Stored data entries

__________________________________________________

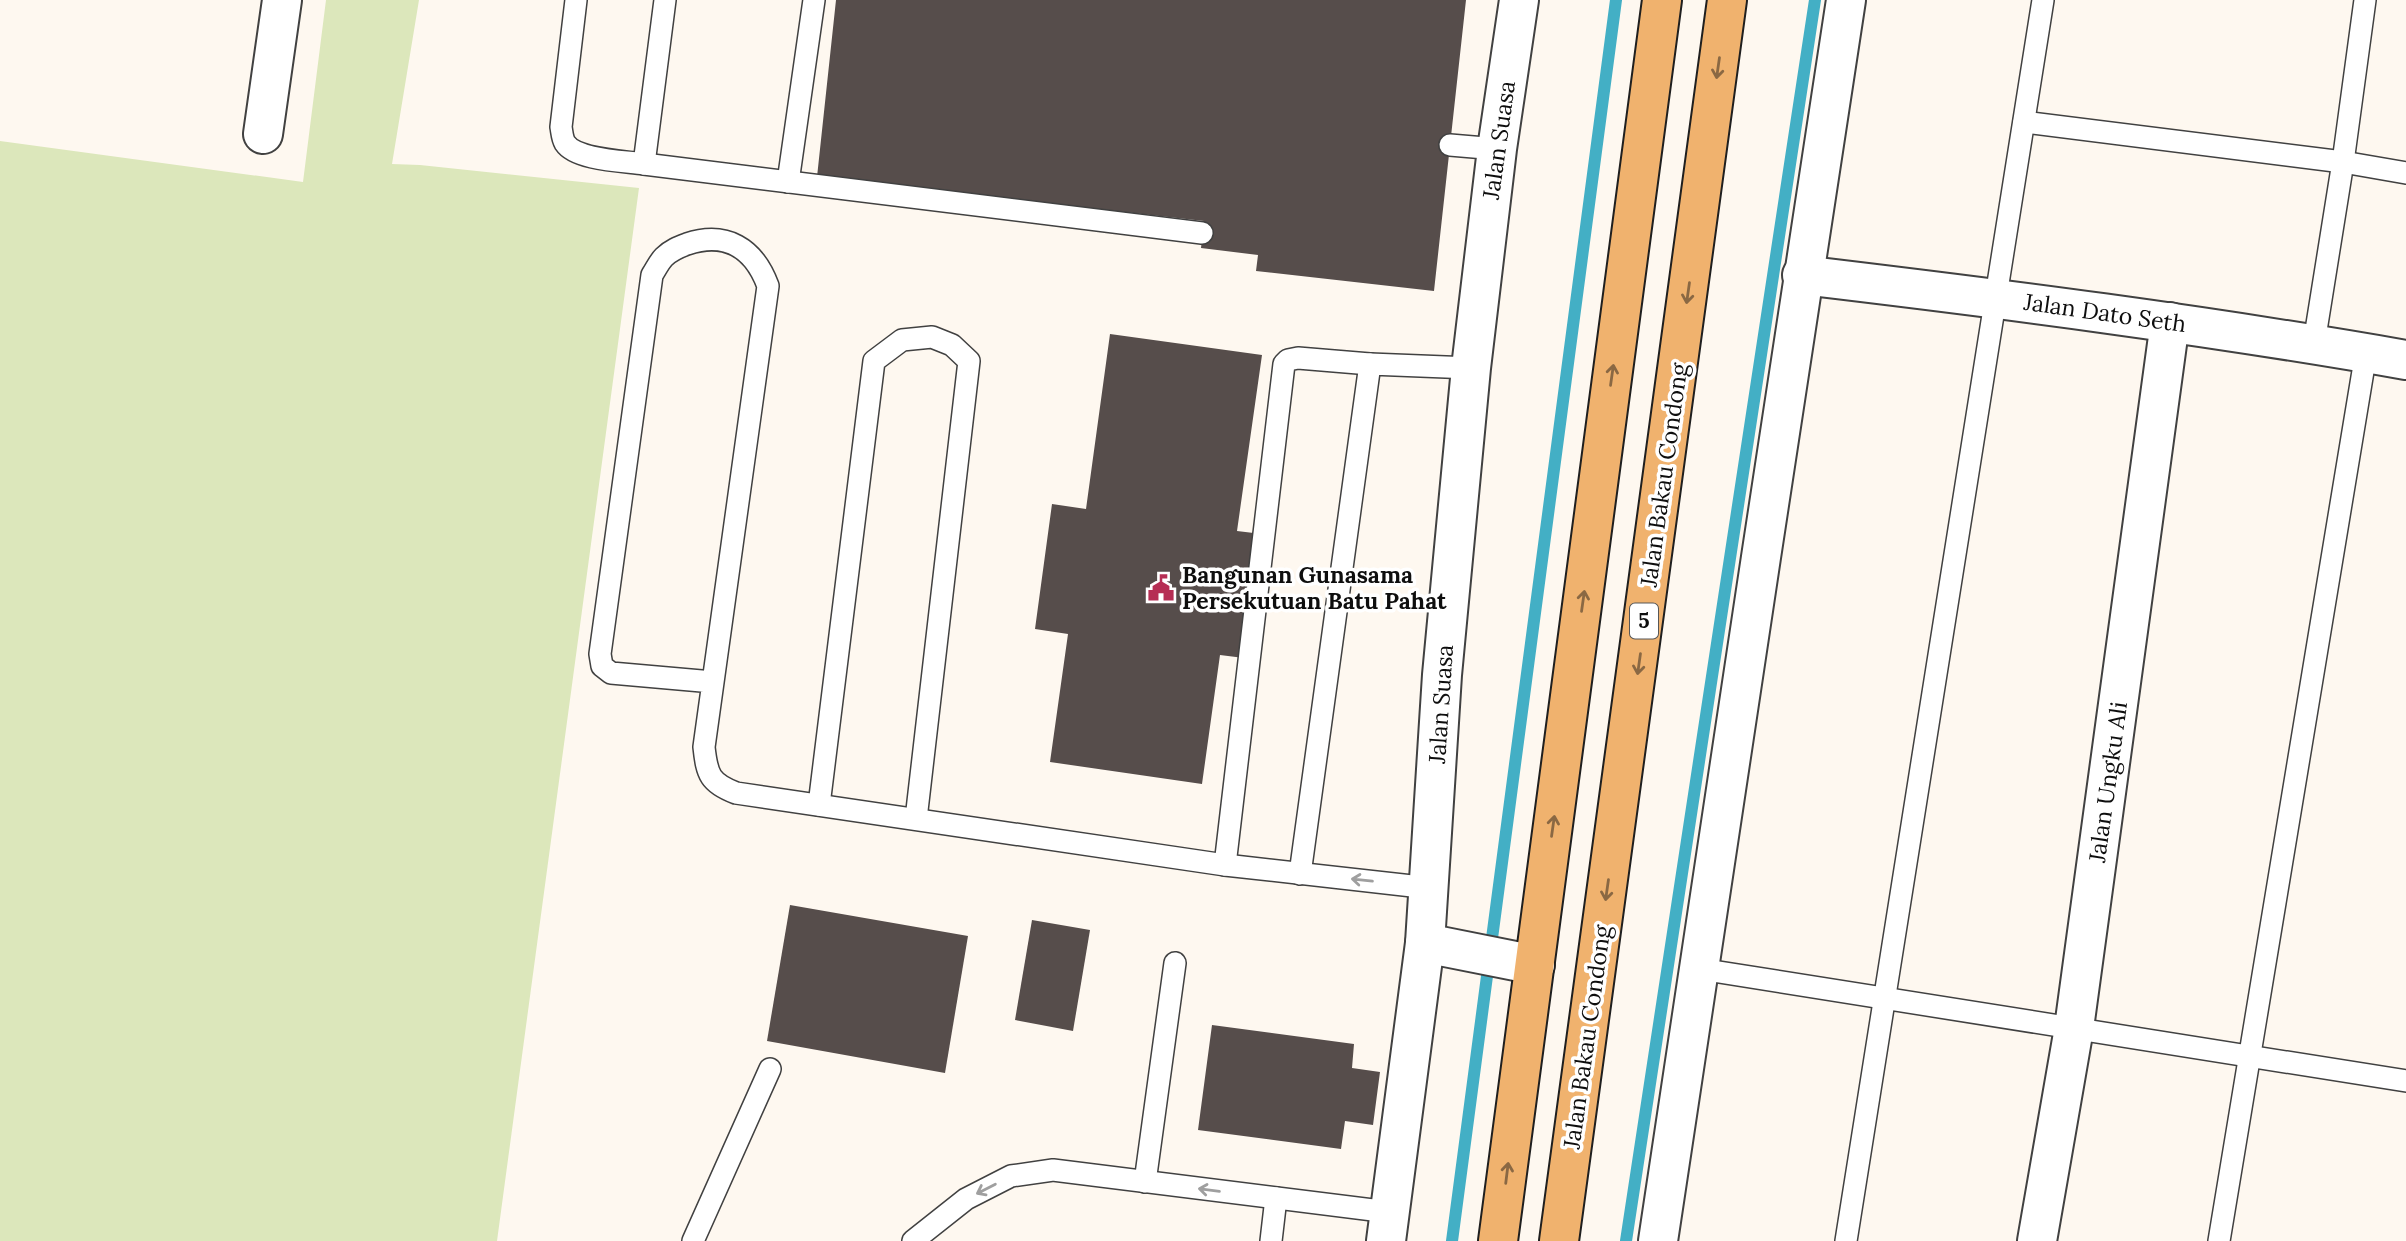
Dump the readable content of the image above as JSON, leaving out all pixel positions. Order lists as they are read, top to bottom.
{
  "streets": {
    "main road": ["Jalan Bakau Condong", "5"],
    "street": ["Jalan Suasa", "Jalan Dato Seth", "Jalan Ungku Ali"]
  },
  "crossings": [
    ["Jalan Dato Seth", "Jalan Ungku Ali"]
  ],
  "places": {
    "public building": ["Bangunan Gunasama Persekutuan Batu Pahat"]
  }
}
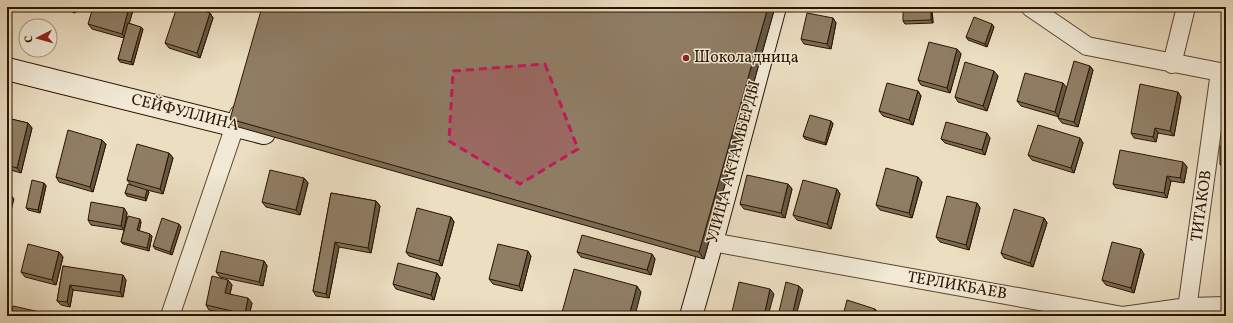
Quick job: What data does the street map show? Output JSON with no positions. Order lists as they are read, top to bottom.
{
  "streets": {
    "main road": ["СЕЙФУЛЛИНА", "УЛИЦА АКТАМБЕРДЫ"],
    "street": ["ТИТАКОВ", "ТЕРЛИКБАЕВ"]
  },
  "crossings": [
    ["УЛИЦА АКТАМБЕРДЫ", "ТЕРЛИКБАЕВ"],
    ["ТИТАКОВ", "ТЕРЛИКБАЕВ"]
  ],
  "places": ["Шоколадница"],
  "north": "left"
}
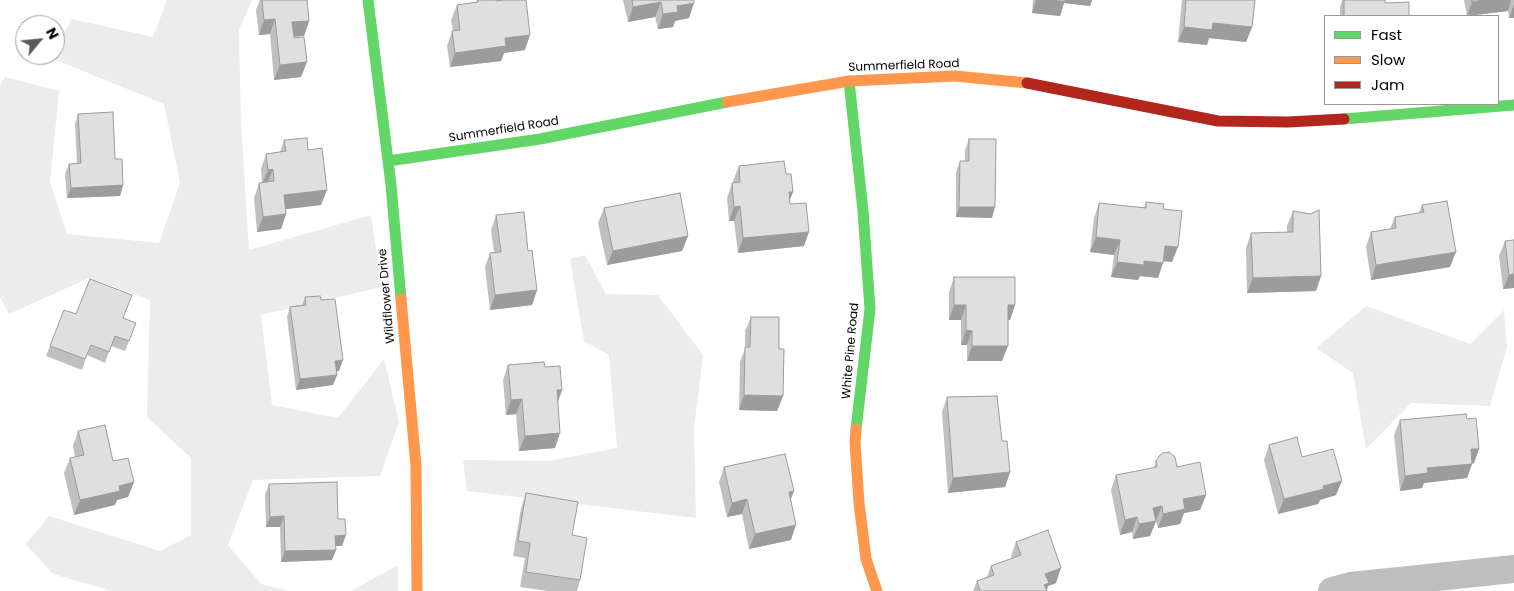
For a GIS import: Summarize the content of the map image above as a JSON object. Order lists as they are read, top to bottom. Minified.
{"streets":{"street":["Summerfield Road","Wildflower Drive","White Pine Road"]},"crossings":[["Summerfield Road","Wildflower Drive"],["Summerfield Road","White Pine Road"]],"legend":["Fast","Slow","Jam"],"north":"top right"}
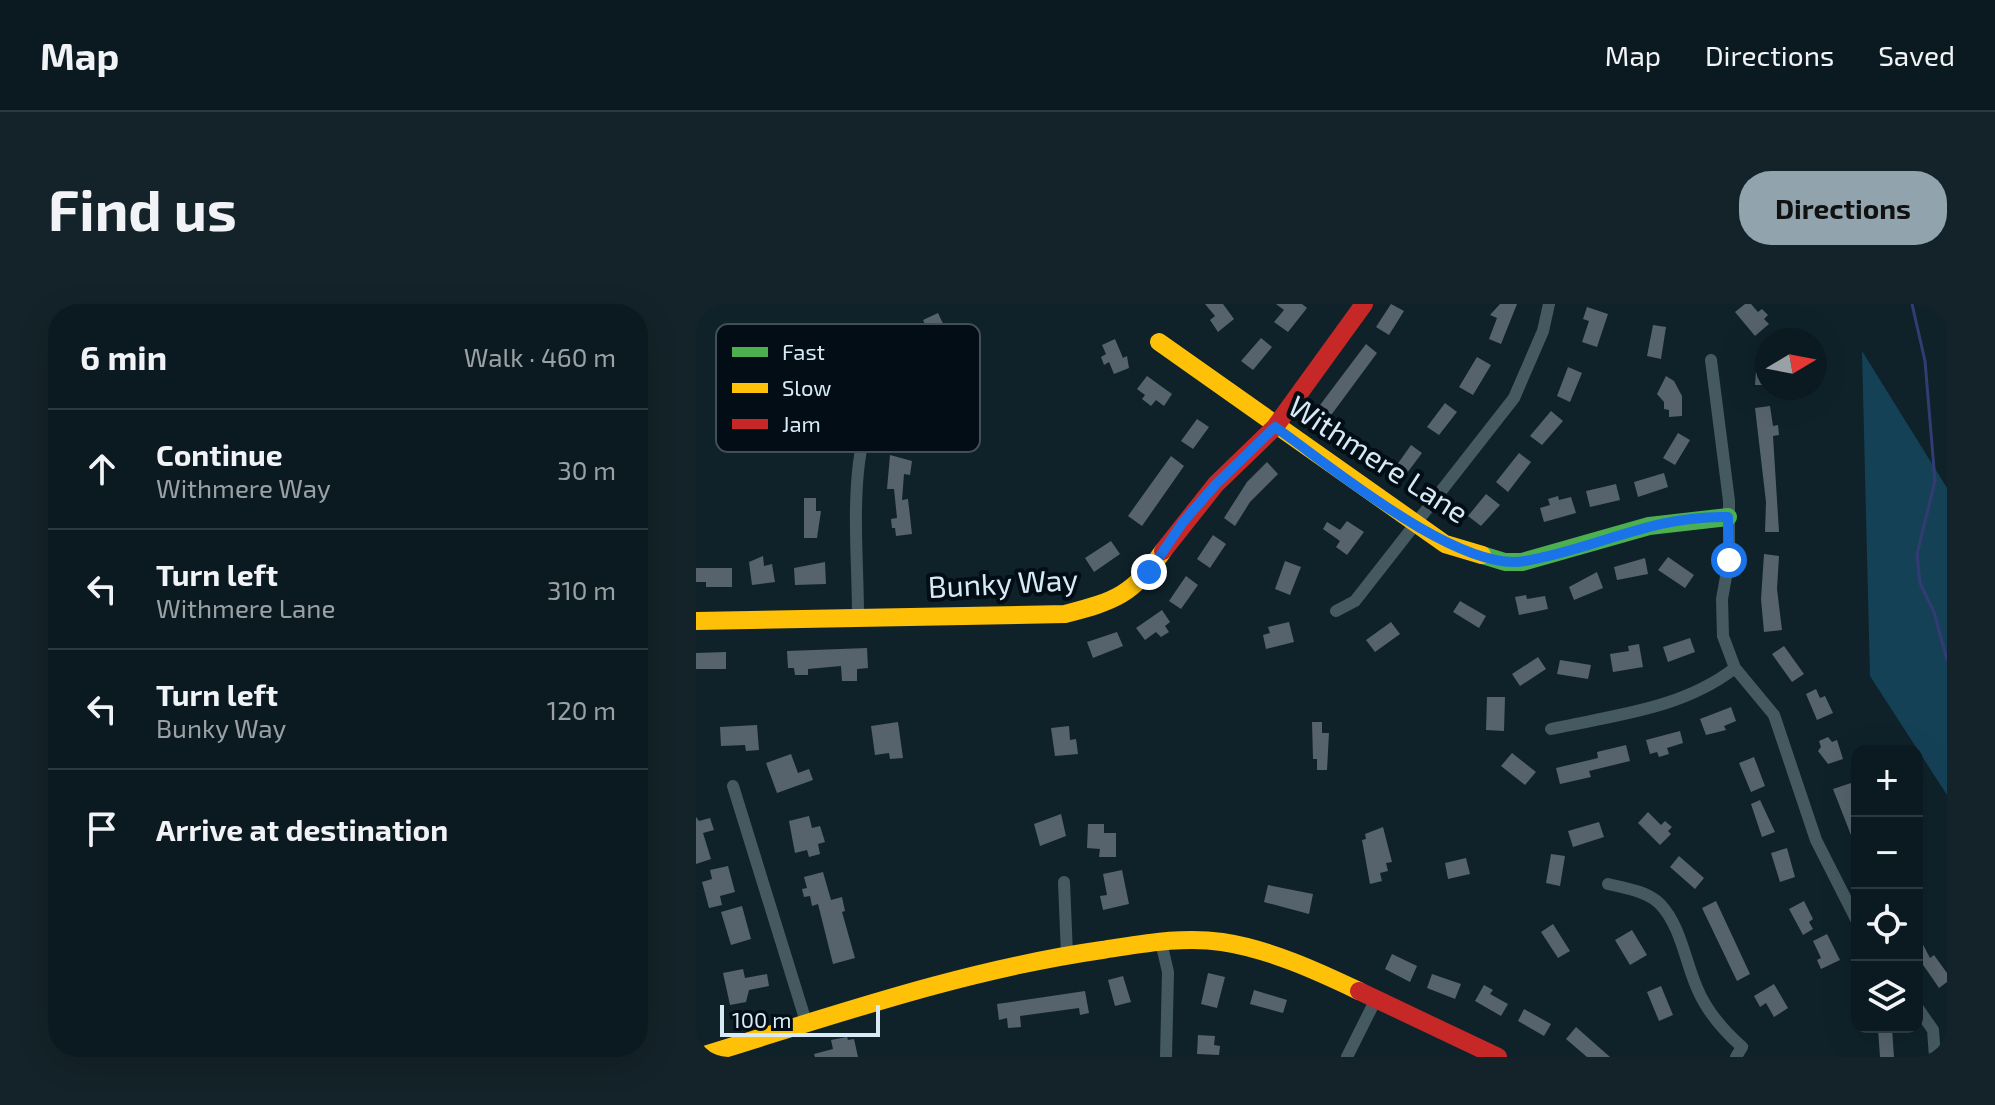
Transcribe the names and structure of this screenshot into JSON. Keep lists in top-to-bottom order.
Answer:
{
  "streets": {
    "street": ["Withmere Lane", "Bunky Way"]
  },
  "crossings": [
    ["Withmere Lane", "Bunky Way"]
  ],
  "legend": ["Fast", "Slow", "Jam"],
  "scale_bar": "100 m",
  "north": "right",
  "page": {
    "header": "Map",
    "nav": ["Map", "Directions", "Saved"],
    "buttons": "Directions",
    "title": "Find us",
    "heading": ["6 min", "Walk · 460 m"],
    "list": [
      ["Continue", "Withmere Way", "30 m"],
      ["Turn left", "Withmere Lane", "310 m"],
      ["Turn left", "Bunky Way", "120 m"],
      "Arrive at destination"
    ],
    "map_buttons": ["+", "−"],
    "scale": "100 m"
  }
}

__________________________________________________

- **WHAT THE EXERCISE ASKS**
The lines to set down run from the line with "Quick job: What" up to and including the line with "Transcribe the names" in the entries above. Reproduce them exactly, with no pictures.

- **EXERCISE ANSWER**
Quick job: What data does the street map show? Output JSON with no positions. Order lists as they are read, top to bottom.
{
  "streets": {
    "main road": ["СЕЙФУЛЛИНА", "УЛИЦА АКТАМБЕРДЫ"],
    "street": ["ТИТАКОВ", "ТЕРЛИКБАЕВ"]
  },
  "crossings": [
    ["УЛИЦА АКТАМБЕРДЫ", "ТЕРЛИКБАЕВ"],
    ["ТИТАКОВ", "ТЕРЛИКБАЕВ"]
  ],
  "places": ["Шоколадница"],
  "north": "left"
}
For a GIS import: Summarize the content of the map image above as a JSON object. Order lists as they are read, top to bottom. Minified.
{"streets":{"street":["Summerfield Road","Wildflower Drive","White Pine Road"]},"crossings":[["Summerfield Road","Wildflower Drive"],["Summerfield Road","White Pine Road"]],"legend":["Fast","Slow","Jam"],"north":"top right"}
Transcribe the names and structure of this screenshot into JSON. Keep lists in top-to-bottom order.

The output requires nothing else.